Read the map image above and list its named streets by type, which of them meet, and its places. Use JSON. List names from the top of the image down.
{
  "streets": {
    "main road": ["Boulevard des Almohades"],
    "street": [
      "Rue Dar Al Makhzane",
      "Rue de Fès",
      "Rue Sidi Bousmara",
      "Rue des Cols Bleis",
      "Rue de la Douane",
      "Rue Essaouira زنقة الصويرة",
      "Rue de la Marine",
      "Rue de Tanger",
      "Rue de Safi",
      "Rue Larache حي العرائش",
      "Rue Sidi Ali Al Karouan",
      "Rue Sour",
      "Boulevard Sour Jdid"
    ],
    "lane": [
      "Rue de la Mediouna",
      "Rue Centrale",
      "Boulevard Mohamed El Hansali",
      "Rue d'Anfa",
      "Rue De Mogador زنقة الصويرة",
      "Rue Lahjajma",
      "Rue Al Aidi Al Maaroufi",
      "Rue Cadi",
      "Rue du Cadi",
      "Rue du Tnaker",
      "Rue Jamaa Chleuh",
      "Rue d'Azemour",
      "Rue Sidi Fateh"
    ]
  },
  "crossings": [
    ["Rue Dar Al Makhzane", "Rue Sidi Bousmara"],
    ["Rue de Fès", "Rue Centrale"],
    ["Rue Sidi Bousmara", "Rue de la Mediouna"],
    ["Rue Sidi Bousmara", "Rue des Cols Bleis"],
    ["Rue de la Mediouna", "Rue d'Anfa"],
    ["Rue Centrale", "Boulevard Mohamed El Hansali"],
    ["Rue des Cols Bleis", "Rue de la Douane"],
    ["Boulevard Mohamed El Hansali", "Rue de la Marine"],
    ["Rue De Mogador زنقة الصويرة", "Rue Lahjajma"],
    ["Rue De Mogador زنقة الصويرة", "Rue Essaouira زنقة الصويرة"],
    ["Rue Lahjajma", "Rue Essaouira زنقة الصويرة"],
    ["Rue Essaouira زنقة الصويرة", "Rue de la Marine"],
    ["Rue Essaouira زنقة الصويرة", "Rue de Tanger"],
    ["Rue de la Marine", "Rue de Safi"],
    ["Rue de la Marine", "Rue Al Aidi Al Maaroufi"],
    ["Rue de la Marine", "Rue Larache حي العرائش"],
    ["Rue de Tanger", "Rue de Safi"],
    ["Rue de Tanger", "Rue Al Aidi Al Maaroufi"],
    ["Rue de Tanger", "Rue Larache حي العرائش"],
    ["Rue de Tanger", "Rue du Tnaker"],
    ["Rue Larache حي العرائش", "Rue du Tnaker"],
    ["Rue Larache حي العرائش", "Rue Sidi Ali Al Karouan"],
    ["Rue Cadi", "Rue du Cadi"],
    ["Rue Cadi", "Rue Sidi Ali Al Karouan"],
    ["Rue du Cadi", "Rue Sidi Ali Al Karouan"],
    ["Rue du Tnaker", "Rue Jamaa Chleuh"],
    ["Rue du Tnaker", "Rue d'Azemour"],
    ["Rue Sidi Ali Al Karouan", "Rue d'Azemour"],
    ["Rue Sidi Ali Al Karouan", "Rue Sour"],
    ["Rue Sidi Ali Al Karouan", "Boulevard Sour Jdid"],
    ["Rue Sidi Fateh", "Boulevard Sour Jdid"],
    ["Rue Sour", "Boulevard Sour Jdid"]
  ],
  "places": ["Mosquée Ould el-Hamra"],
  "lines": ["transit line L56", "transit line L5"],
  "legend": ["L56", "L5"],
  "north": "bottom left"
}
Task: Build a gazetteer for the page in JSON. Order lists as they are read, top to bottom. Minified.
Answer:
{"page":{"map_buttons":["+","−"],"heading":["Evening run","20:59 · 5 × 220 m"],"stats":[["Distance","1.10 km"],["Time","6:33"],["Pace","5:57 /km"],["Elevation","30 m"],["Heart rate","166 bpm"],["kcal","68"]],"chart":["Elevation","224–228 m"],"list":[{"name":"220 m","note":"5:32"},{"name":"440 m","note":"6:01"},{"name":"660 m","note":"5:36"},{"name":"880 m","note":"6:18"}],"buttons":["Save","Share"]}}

————————

#### INSTRUCTIONS TO FOLLOW:
If a line in the records above contains the word "زنقة", count it, then give the total and nothing else.

#### EXPECTED OUTPUT:
7